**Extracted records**
⁂

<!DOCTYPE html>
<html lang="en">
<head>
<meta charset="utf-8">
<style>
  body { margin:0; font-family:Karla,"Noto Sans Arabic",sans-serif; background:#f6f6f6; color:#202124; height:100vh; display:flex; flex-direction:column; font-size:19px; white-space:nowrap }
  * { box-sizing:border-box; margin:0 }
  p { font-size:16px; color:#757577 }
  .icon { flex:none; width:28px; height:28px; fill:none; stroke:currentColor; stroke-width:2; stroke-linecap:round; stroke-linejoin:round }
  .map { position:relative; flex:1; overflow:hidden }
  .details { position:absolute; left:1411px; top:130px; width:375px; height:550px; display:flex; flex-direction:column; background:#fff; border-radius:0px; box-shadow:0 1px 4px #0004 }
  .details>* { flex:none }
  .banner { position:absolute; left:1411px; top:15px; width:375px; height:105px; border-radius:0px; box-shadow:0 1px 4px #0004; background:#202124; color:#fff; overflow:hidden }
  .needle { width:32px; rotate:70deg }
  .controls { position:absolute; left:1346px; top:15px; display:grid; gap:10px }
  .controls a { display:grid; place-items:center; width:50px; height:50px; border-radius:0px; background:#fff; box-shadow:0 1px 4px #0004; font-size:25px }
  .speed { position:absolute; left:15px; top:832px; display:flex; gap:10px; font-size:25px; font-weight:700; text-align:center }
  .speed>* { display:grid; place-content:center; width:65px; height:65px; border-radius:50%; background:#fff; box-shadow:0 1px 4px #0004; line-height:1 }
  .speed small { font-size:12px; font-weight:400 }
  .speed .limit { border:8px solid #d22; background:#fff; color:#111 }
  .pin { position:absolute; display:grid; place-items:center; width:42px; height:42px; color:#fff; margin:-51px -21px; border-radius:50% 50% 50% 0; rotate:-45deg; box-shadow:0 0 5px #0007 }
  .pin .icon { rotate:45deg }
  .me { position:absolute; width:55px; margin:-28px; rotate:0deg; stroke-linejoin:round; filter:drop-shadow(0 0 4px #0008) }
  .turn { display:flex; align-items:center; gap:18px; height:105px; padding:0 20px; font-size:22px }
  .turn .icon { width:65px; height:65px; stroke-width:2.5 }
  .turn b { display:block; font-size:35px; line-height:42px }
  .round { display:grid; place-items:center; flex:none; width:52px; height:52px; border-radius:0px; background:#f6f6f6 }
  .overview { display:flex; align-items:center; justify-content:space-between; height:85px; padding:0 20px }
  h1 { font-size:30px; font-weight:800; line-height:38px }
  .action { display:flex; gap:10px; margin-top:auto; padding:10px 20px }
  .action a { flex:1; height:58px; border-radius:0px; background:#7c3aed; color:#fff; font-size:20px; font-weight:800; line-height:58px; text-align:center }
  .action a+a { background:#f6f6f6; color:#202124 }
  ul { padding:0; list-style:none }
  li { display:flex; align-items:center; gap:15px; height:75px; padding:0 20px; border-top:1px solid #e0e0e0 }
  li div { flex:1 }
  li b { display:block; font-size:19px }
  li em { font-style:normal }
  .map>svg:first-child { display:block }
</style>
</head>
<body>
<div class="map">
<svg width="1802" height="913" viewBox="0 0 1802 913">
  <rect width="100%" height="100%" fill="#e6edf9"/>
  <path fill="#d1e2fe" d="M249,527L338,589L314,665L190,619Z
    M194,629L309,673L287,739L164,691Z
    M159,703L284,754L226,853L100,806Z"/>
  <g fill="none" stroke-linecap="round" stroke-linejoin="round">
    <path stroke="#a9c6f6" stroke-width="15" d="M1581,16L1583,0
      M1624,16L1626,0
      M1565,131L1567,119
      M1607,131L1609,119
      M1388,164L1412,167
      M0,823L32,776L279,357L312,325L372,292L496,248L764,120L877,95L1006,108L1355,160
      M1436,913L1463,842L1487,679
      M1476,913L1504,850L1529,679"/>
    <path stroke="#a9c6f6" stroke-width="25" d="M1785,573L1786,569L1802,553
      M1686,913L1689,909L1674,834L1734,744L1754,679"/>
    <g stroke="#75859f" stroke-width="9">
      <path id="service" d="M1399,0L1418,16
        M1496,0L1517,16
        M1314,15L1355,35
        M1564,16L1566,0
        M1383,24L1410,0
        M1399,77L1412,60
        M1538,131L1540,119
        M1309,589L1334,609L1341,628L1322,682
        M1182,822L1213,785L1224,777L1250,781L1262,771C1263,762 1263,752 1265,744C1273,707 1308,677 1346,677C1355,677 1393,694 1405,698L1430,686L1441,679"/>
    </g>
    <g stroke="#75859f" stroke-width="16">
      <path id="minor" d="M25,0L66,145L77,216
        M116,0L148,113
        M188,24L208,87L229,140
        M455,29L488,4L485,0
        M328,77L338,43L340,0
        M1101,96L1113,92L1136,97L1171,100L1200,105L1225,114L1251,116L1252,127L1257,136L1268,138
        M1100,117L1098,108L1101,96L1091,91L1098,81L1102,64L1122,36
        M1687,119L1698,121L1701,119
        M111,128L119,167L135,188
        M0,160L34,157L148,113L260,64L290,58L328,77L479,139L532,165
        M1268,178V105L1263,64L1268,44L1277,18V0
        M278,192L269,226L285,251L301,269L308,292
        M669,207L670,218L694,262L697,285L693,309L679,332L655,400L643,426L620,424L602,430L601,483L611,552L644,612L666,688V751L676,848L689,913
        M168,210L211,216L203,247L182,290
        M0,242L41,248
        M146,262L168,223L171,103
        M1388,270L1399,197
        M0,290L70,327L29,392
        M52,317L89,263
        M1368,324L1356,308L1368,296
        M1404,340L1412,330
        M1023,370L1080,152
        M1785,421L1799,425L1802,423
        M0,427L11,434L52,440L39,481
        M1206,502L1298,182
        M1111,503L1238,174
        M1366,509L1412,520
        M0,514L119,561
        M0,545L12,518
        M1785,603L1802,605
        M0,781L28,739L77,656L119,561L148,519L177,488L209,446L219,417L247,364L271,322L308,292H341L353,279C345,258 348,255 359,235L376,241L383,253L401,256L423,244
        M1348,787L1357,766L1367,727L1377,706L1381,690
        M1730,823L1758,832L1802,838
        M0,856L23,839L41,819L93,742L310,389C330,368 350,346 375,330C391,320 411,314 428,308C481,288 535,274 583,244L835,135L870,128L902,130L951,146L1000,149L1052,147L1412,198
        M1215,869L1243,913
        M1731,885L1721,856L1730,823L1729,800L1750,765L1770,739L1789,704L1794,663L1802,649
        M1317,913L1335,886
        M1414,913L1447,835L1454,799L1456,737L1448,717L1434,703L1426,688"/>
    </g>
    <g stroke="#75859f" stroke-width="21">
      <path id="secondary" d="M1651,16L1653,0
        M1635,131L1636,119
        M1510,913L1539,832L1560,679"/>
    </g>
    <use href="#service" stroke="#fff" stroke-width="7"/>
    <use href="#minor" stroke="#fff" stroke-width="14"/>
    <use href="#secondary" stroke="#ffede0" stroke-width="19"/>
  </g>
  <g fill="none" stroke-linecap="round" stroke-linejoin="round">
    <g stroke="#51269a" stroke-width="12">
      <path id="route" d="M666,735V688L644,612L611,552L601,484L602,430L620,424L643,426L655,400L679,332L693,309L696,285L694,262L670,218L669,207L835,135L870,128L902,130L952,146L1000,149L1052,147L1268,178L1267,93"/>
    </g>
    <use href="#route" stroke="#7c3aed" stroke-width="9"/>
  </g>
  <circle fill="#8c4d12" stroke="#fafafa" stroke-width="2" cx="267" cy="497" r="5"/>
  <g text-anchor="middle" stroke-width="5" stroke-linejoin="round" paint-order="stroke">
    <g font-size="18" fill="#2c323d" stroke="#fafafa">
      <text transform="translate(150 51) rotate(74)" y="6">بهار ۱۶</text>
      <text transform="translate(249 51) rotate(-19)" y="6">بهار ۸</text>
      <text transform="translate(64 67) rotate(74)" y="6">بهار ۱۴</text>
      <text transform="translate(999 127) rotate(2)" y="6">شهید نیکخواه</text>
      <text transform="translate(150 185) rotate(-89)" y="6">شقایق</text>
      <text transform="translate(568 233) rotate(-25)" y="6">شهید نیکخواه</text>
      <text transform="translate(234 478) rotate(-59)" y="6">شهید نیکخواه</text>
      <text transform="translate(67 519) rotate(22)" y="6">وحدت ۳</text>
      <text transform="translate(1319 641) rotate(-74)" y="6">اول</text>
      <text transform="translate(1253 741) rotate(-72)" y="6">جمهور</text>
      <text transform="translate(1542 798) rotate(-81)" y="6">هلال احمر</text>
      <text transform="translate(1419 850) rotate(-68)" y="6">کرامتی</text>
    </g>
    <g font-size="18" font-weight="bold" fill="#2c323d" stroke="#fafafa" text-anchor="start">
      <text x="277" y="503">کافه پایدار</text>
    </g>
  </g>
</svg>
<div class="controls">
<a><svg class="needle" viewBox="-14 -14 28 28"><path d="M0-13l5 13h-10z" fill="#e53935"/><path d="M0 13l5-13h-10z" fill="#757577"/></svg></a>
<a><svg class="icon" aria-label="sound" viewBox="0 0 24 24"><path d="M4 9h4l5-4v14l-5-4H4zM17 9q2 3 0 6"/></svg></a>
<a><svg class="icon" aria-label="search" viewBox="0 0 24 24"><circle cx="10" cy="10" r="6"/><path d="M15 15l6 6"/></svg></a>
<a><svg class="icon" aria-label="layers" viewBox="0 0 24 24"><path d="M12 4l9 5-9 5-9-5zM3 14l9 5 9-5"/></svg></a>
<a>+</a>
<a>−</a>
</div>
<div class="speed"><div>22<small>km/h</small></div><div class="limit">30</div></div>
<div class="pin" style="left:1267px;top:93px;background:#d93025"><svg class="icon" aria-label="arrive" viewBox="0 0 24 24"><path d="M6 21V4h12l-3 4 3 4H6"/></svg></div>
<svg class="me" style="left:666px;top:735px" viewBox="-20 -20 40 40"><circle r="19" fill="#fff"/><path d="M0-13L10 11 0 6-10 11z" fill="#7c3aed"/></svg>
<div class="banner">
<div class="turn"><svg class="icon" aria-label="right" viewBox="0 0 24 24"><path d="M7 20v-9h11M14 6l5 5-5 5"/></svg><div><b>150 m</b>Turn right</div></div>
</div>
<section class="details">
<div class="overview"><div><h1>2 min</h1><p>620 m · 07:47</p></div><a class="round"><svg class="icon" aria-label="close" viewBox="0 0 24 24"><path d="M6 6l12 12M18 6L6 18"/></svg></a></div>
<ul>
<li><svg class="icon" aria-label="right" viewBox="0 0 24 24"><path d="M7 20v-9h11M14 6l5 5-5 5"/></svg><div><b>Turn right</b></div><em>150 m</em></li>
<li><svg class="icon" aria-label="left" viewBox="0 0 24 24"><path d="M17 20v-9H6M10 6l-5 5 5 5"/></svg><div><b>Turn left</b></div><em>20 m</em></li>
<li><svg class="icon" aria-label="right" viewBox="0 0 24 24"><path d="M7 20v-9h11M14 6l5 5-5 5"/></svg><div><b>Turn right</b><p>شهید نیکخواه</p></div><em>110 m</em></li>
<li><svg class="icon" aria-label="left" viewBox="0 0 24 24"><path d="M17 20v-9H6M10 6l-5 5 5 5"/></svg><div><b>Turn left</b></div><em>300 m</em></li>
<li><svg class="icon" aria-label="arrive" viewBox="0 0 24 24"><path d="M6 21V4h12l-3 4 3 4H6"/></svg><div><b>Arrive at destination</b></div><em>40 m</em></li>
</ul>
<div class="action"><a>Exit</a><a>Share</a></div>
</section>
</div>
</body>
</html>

⁂

**Exercise requirements**
One inclusive range is required: first line of the data through the line containing "display:block; font-size:35px; line-height:42px". Set it down exactly and output nothing else.

**Output below**
<!DOCTYPE html>
<html lang="en">
<head>
<meta charset="utf-8">
<style>
  body { margin:0; font-family:Karla,"Noto Sans Arabic",sans-serif; background:#f6f6f6; color:#202124; height:100vh; display:flex; flex-direction:column; font-size:19px; white-space:nowrap }
  * { box-sizing:border-box; margin:0 }
  p { font-size:16px; color:#757577 }
  .icon { flex:none; width:28px; height:28px; fill:none; stroke:currentColor; stroke-width:2; stroke-linecap:round; stroke-linejoin:round }
  .map { position:relative; flex:1; overflow:hidden }
  .details { position:absolute; left:1411px; top:130px; width:375px; height:550px; display:flex; flex-direction:column; background:#fff; border-radius:0px; box-shadow:0 1px 4px #0004 }
  .details>* { flex:none }
  .banner { position:absolute; left:1411px; top:15px; width:375px; height:105px; border-radius:0px; box-shadow:0 1px 4px #0004; background:#202124; color:#fff; overflow:hidden }
  .needle { width:32px; rotate:70deg }
  .controls { position:absolute; left:1346px; top:15px; display:grid; gap:10px }
  .controls a { display:grid; place-items:center; width:50px; height:50px; border-radius:0px; background:#fff; box-shadow:0 1px 4px #0004; font-size:25px }
  .speed { position:absolute; left:15px; top:832px; display:flex; gap:10px; font-size:25px; font-weight:700; text-align:center }
  .speed>* { display:grid; place-content:center; width:65px; height:65px; border-radius:50%; background:#fff; box-shadow:0 1px 4px #0004; line-height:1 }
  .speed small { font-size:12px; font-weight:400 }
  .speed .limit { border:8px solid #d22; background:#fff; color:#111 }
  .pin { position:absolute; display:grid; place-items:center; width:42px; height:42px; color:#fff; margin:-51px -21px; border-radius:50% 50% 50% 0; rotate:-45deg; box-shadow:0 0 5px #0007 }
  .pin .icon { rotate:45deg }
  .me { position:absolute; width:55px; margin:-28px; rotate:0deg; stroke-linejoin:round; filter:drop-shadow(0 0 4px #0008) }
  .turn { display:flex; align-items:center; gap:18px; height:105px; padding:0 20px; font-size:22px }
  .turn .icon { width:65px; height:65px; stroke-width:2.5 }
  .turn b { display:block; font-size:35px; line-height:42px }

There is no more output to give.